- [WHAT TO DO] Pull out every line below that holds the word "inset".
##### RECORDS TO USE #####
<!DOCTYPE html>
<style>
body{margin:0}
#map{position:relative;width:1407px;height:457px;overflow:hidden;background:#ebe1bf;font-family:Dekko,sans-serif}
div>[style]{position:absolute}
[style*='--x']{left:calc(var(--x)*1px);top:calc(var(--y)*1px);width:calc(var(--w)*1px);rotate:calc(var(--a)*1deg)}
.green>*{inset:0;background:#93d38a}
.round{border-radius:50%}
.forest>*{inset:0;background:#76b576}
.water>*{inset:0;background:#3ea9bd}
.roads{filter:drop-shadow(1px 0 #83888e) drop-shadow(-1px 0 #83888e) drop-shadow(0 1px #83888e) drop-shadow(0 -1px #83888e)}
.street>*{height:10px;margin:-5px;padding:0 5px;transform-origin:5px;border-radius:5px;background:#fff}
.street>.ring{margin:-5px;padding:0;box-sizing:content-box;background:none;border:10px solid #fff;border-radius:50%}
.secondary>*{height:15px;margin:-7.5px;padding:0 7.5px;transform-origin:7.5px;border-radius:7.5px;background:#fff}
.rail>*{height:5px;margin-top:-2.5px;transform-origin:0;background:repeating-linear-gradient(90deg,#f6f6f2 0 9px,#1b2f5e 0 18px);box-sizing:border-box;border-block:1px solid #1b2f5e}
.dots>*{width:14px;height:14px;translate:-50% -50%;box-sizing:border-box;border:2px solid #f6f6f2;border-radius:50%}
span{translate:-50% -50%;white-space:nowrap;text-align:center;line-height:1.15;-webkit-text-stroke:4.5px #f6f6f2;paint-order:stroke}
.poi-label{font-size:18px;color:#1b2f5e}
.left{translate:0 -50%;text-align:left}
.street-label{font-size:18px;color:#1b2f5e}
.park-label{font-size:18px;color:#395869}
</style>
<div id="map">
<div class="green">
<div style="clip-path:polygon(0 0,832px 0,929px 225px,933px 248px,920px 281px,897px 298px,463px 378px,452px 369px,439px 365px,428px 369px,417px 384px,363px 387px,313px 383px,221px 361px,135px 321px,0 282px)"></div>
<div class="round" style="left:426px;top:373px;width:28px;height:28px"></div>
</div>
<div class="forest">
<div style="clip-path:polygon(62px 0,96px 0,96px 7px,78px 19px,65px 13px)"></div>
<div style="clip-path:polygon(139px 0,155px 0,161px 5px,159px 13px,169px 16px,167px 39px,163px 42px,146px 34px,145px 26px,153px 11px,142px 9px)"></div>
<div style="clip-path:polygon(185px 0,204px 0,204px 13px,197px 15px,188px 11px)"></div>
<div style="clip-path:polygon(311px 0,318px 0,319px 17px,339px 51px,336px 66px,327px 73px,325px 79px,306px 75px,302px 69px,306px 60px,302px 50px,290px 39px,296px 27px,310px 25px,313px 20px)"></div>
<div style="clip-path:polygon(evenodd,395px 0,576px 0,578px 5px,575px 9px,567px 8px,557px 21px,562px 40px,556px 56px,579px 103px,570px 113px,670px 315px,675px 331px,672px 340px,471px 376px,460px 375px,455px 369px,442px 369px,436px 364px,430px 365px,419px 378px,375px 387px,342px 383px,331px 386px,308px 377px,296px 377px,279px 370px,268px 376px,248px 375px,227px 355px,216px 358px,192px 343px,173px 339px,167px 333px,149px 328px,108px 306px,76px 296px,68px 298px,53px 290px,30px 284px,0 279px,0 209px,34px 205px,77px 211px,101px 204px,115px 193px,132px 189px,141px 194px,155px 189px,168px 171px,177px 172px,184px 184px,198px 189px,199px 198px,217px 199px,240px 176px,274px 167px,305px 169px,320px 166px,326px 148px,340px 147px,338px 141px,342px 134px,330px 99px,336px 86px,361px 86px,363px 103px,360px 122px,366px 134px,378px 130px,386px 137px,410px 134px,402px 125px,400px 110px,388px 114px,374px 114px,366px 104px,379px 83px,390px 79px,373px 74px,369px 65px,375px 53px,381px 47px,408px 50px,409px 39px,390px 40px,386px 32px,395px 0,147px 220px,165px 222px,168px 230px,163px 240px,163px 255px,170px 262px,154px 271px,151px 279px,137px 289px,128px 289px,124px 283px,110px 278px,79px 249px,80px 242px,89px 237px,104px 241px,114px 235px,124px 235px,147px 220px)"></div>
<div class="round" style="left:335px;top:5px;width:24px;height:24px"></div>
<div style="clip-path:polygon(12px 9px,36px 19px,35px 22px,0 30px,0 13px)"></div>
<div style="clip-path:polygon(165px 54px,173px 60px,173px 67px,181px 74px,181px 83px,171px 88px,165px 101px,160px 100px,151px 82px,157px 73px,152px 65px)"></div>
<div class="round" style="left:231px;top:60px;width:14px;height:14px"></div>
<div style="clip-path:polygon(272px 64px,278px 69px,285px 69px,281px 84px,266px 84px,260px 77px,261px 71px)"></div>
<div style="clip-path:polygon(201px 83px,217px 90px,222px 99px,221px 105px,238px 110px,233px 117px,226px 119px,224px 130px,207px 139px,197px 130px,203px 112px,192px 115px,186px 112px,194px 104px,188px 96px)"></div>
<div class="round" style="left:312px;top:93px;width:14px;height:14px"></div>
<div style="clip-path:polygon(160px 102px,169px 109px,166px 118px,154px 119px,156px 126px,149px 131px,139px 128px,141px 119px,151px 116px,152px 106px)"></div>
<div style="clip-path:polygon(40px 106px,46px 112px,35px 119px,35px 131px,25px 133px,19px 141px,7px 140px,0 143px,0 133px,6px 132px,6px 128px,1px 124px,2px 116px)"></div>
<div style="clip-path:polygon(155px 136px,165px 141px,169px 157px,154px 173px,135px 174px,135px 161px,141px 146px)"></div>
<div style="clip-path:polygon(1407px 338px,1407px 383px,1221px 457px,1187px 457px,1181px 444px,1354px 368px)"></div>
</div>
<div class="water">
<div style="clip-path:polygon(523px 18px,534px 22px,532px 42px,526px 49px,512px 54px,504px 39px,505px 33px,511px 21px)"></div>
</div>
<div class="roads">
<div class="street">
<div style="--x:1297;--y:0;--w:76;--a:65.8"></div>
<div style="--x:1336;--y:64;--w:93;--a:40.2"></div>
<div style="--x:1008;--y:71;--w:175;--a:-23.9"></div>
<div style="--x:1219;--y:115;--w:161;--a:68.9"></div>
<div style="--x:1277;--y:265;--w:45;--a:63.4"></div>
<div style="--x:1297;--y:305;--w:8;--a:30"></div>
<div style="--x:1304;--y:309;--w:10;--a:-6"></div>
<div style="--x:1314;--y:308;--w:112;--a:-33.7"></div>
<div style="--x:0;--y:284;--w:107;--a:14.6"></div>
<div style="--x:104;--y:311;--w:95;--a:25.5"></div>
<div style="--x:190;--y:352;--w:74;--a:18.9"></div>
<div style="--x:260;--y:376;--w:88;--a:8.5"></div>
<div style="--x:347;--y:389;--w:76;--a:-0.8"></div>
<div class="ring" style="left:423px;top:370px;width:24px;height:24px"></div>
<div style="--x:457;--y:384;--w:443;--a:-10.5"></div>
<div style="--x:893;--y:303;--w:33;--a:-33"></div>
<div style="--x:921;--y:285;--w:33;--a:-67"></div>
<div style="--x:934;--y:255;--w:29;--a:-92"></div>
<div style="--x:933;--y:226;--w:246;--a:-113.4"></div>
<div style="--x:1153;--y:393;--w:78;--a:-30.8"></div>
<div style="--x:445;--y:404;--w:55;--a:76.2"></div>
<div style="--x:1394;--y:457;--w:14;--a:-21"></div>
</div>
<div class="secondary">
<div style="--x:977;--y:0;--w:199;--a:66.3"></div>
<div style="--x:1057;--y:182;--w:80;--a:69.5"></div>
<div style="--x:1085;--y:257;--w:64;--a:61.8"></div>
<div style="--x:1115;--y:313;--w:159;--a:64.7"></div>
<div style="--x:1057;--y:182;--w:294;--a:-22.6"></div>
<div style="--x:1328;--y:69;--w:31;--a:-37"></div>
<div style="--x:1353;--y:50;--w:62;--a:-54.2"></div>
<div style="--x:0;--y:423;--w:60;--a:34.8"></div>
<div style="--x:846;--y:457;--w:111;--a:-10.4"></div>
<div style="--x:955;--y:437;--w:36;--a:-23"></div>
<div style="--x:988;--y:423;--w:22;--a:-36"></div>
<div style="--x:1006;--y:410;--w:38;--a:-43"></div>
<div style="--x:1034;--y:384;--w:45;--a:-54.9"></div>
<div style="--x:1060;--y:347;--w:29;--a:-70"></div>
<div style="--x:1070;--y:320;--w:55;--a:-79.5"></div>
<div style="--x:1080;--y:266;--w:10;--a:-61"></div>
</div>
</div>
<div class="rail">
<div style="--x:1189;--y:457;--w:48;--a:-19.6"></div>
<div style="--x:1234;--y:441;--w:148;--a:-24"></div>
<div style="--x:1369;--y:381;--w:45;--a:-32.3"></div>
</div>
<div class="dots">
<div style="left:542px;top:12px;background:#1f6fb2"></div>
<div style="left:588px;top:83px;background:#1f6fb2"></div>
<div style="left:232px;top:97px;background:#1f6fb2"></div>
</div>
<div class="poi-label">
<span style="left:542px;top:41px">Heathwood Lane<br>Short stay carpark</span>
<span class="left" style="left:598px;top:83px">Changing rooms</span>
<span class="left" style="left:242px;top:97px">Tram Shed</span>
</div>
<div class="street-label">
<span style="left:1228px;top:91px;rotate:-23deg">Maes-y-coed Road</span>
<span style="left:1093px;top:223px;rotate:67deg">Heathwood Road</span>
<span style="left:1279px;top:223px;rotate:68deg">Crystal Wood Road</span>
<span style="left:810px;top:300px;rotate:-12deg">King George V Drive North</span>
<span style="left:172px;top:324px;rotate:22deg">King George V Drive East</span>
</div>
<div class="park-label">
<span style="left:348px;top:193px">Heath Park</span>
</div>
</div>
#####
- [ANSWER FOR THIS EXERCISE]
.green>*{inset:0;background:#93d38a}
.forest>*{inset:0;background:#76b576}
.water>*{inset:0;background:#3ea9bd}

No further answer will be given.